In a recent article, The Next Platform’s Timothy Prickett Morgan argues that “cache is king” as he examines the implications of adding another layer of cache hierarchy to the general use of L1, L2, and L3 caches in current processor architectures by discussing the topic in hardware terms. The concept: Adding L4—another cache layer to the hierarchy.
Focusing on hardware solutions is certainly one approach. But one could also make the argument that by intelligently increasing the cache hierarchy, one could also increase overall performance. Further, by doing it in software, one is not bound by the traditional limitations of silicon footprint and the traditional physical constraints of power and heat dissipation.
The good news is that this isn’t just theoretical; it’s happening today. Let me back up a bit and explain the issue in layman’s terms.
A cache of cash!
Consider the scenario of walking into a bank branch to cash a check. And let’s also assume there is no line in front of the teller. One presents the check, suitably endorsed. The teller checks it over, opens up a drawer with cash in it, counts out the appropriate amount and hands it to you along with a receipt.
But what happens if the check is large, and there is not enough cash in the drawer to cover the check? Well, the teller disappears into a back room of the branch and out comes more cash taken from the stack of cash held at the bank for just this scenario. The time it takes to go to the back room to get the additional cash adds to the time it takes for the bank to service the customer. We call this latency.
But what happens if the check is so large that there isn’t enough cash in the bank branch to cover the check? Well, the bank branch manager has to get some additional cash from other branches or institutions to cover the check. However long this takes, it certainly is going to be longer than drawing it from cash reserves held at the local bank branch.
But what happens if the check is large enough that there isn’t enough cash reserves in all the bank branches combined to cover the check? That’s when the Federal Reserve Bank steps in and covers the cash need, assuming of course that the bank is a member of the Federal Deposit Insurance Corporation.
Now you have an idea of what L1 (the teller’s cash drawer), L2 (the total cash at the bank branch), L3 (the sum of all the cash in all the bank branches) are, and what might be called L4 (The Federal Reserve). Is L4 different than main memory? It’s really just a question of semantics, and that’s all I’ll say about that now.
Generalizing the algorithm
If we look at the bank transaction within a computing paradigm, the abstract algorithm that covers the deposit and withdrawal is the same at any given cache level. The only difference between the cache levels has to do with the physical realization of storing the cache elements, and the corresponding latencies involved. It’s also the case that a branch manager or a bank or even the Federal Reserve might adjust the cash requirements as it learns what the changing patterns are of cache usage. The size of a software cache need not be fixed in the way a hardware cache might have to be.

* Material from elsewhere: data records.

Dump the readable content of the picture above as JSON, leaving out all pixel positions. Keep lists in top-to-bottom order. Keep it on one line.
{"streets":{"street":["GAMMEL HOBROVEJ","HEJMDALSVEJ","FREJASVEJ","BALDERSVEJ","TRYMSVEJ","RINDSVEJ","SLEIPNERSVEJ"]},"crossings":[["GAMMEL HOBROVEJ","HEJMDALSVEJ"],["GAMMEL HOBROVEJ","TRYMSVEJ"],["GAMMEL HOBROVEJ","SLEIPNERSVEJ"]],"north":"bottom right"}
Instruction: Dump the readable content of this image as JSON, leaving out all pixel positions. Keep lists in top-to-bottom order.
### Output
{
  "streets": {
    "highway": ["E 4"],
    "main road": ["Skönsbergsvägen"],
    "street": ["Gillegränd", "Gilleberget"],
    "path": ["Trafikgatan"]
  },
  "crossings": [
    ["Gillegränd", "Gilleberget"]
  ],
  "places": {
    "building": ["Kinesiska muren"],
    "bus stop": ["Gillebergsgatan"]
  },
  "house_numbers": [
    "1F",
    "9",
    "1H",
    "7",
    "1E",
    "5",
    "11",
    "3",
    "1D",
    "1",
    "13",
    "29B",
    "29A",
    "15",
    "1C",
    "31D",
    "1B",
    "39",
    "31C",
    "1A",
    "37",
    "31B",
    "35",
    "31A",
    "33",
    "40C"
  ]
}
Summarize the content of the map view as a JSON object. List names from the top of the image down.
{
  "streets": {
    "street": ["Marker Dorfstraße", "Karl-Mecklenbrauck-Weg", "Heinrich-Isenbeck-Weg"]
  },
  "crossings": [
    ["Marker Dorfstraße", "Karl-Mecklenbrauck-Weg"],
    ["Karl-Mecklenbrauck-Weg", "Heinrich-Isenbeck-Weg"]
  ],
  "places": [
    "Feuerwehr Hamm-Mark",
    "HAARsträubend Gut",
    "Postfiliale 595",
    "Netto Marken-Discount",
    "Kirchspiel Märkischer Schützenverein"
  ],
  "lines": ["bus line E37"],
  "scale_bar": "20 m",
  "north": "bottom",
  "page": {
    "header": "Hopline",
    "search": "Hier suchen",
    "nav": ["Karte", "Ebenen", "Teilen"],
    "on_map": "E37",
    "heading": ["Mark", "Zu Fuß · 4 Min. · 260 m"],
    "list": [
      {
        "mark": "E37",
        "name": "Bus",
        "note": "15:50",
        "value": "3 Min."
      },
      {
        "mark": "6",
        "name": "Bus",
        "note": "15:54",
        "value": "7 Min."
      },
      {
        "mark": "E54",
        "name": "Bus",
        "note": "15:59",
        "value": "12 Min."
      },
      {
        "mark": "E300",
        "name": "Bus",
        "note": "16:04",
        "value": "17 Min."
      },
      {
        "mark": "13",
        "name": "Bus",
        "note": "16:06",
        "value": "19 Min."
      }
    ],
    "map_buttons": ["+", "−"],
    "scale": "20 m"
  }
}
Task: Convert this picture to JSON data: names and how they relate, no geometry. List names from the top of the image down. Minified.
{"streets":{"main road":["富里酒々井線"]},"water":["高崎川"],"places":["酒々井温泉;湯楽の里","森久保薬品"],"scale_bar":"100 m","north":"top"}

The number of software cache levels in the hierarchy is not fixed by hardware. Indeed, this is truly self-evident when one considers that hardware might have three levels of cache, but a modern operating system might manage its own set of caches, for example to store pages of memory or blocks of disk storage. Further, an SQL database might have its own set of caches used for its own purposes, such as storing indices, recovery data, or other data it sees being retrieved or updated on a frequent basis. At any architecture level, the considerations are mostly the same.
A software-defined approach: L4 cache for all
Now, consider a software-defined approach that utilizes the cache layers that are built into the hardware. This is TidalScale’s approach, and we use it to build a distributed virtual machine. It’s a virtual machine whose physical realization spans multiple physical servers. We call this a Software-Defined Server. In the virtual machine, we define what we call guest virtual processors and guest virtual memory. These guest resources become operational by mapping them to real physical processors and real physical memory as needed, on a demand-driven basis. If no re-mapping need occur, which is highly unlikely, there would be no performance penalty in the mapping, largely implemented in hardware. The physical and virtual would coincide for both memory and processors. So, it’s important to try to keep the re-mapping to a minimum. TidalScale’s Hyperkernel, which enables the creation and optimization of Software-Defined Servers, uses machine learning algorithms to achieve this.
Now, getting back to the cache levels, how might we think about an L4 cache? It’s actually pretty simple: Each server’s DRAM is an L4 cache of the virtual machine. It’s algorithmically invisible except for observed differences in latencies which we work to minimize.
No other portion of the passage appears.